The carbon capture’s goal is to prevent the release of CO2 from heavy industries like power plants, chemical plants, or cement kilns. Direct air capture – the technology handling historic emissions, is vacuuming carbon directly from the atmosphere. Even though it is a very nascent sector, it has been enjoying major investors’ interest that have been piling money into it.

Carbon capture has been around since the 1920s when CO2 sometimes found in natural gas reservoirs was separated from the saleable methane gas. In the 1970s the idea was born to use captured CO2 from the point of source to be piped in oil fields to boost oil production – a process known as enhanced oil recovery. 

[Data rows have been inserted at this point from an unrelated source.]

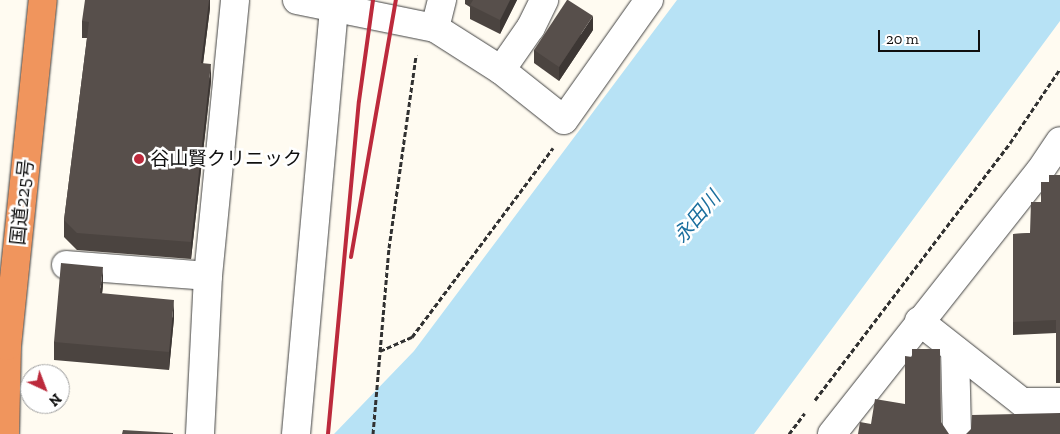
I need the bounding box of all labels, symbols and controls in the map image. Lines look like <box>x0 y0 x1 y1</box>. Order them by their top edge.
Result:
scale bar <box>880 20 982 52</box>
text: 20 m <box>886 30 919 48</box>
place label: 谷山賢クリニック <box>150 148 302 170</box>
marker: 谷山賢クリニック <box>132 152 146 166</box>
street label: 国道225号 <box>6 158 38 246</box>
water label: 永田川 <box>669 186 725 248</box>
north arrow <box>20 364 70 414</box>
text: N <box>45 390 65 409</box>

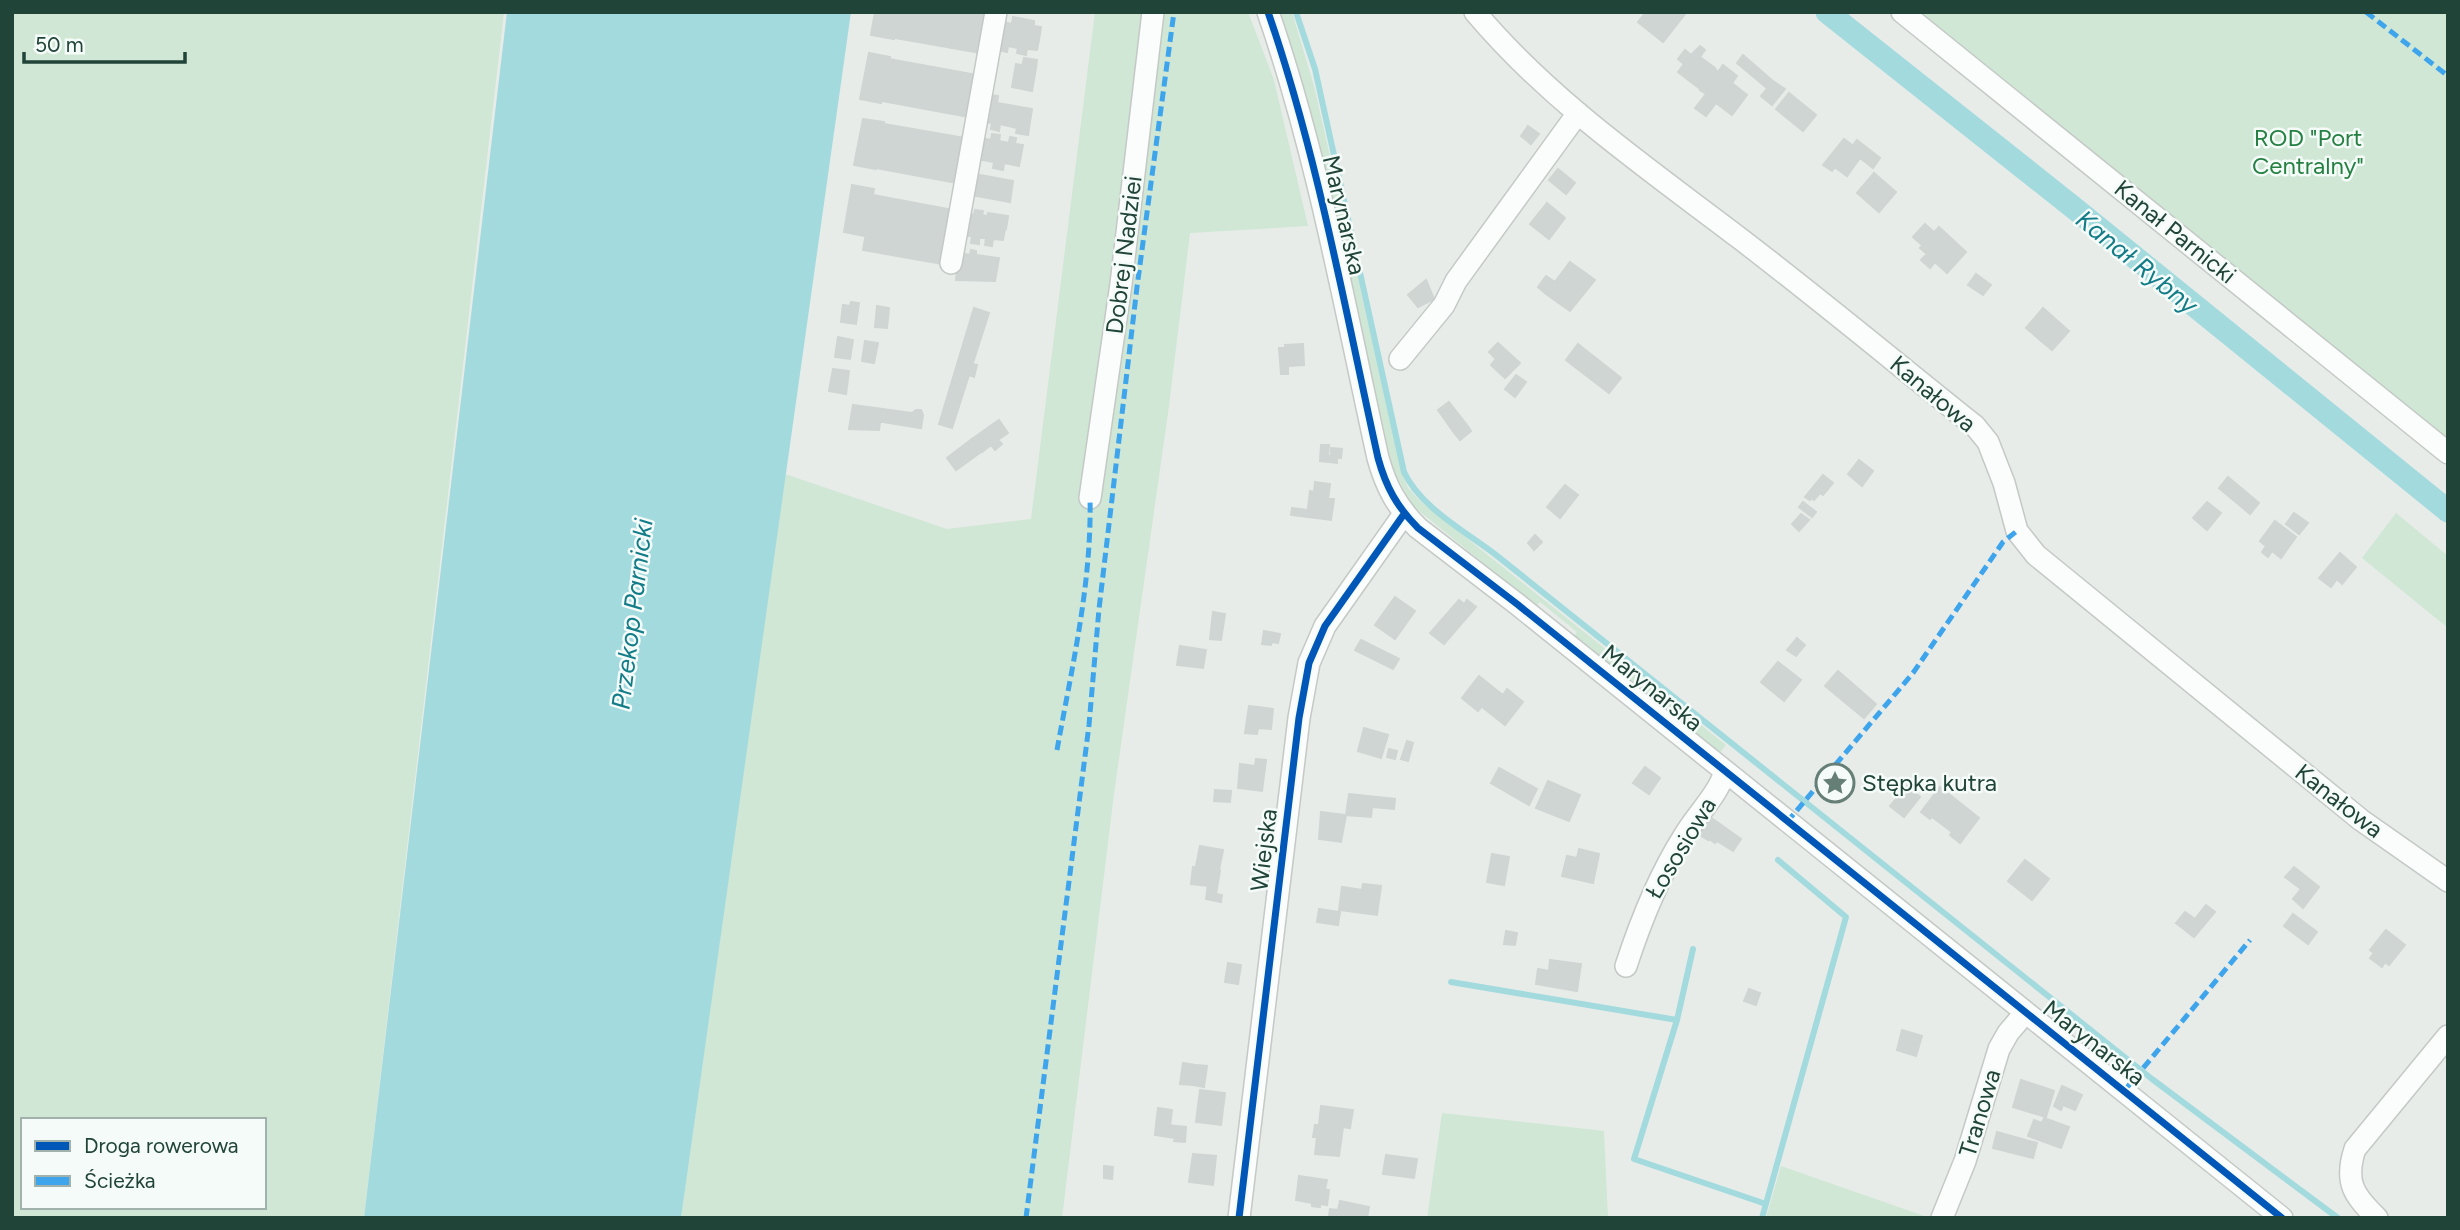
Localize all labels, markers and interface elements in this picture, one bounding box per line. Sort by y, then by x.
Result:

In 1997, the world’s first offshore carbon capture facility that permanently stored emissions underground was commissioned. It is called the Sleipner CCS plant owned by Equinor and located in Norway. The facility is also the longest in operation in the world. Since then more and more projects for permanent storage have appeared, even though the majority (more than 90%) of all carbon capture initiatives being built are used for enhanced oil recovery. 

The carbon capture companies focused on true decarbonization and permanent CO2 removal and storage could transform the industry as we know it today. As they develop viable business models apart from using the technology for enhanced oil recovery, the industry could start supporting more projects dedicated to permanent storage.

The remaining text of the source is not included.